• Requirement: Would you print the records below word for word, without the pictures?

□ □ □ □

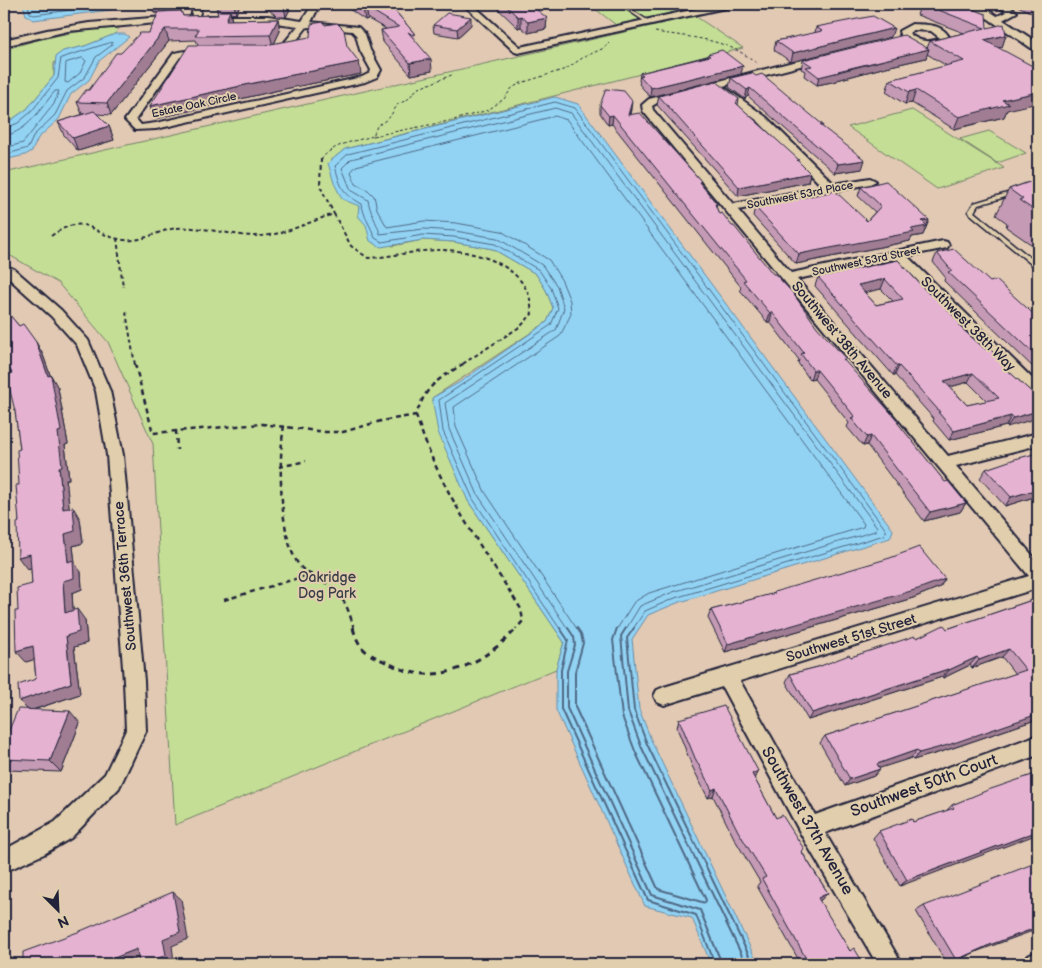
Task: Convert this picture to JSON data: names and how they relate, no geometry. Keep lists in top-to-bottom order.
{
  "streets": {
    "street": [
      "Estate Oak Circle",
      "Southwest 53rd Place",
      "Southwest 53rd Street",
      "Southwest 38th Way",
      "Southwest 38th Avenue",
      "Southwest 36th Terrace",
      "Southwest 51st Street",
      "Southwest 50th Court",
      "Southwest 37th Avenue"
    ]
  },
  "crossings": [
    ["Southwest 53rd Place", "Southwest 38th Avenue"],
    ["Southwest 53rd Street", "Southwest 38th Way"],
    ["Southwest 53rd Street", "Southwest 38th Avenue"],
    ["Southwest 51st Street", "Southwest 37th Avenue"],
    ["Southwest 50th Court", "Southwest 37th Avenue"]
  ],
  "parks": ["Oakridge Dog Park"],
  "north": "bottom right"
}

□ □ □ □

• Answer space:
Task: Convert this picture to JSON data: names and how they relate, no geometry. Keep lists in top-to-bottom order.
{
  "streets": {
    "street": [
      "Estate Oak Circle",
      "Southwest 53rd Place",
      "Southwest 53rd Street",
      "Southwest 38th Way",
      "Southwest 38th Avenue",
      "Southwest 36th Terrace",
      "Southwest 51st Street",
      "Southwest 50th Court",
      "Southwest 37th Avenue"
    ]
  },
  "crossings": [
    ["Southwest 53rd Place", "Southwest 38th Avenue"],
    ["Southwest 53rd Street", "Southwest 38th Way"],
    ["Southwest 53rd Street", "Southwest 38th Avenue"],
    ["Southwest 51st Street", "Southwest 37th Avenue"],
    ["Southwest 50th Court", "Southwest 37th Avenue"]
  ],
  "parks": ["Oakridge Dog Park"],
  "north": "bottom right"
}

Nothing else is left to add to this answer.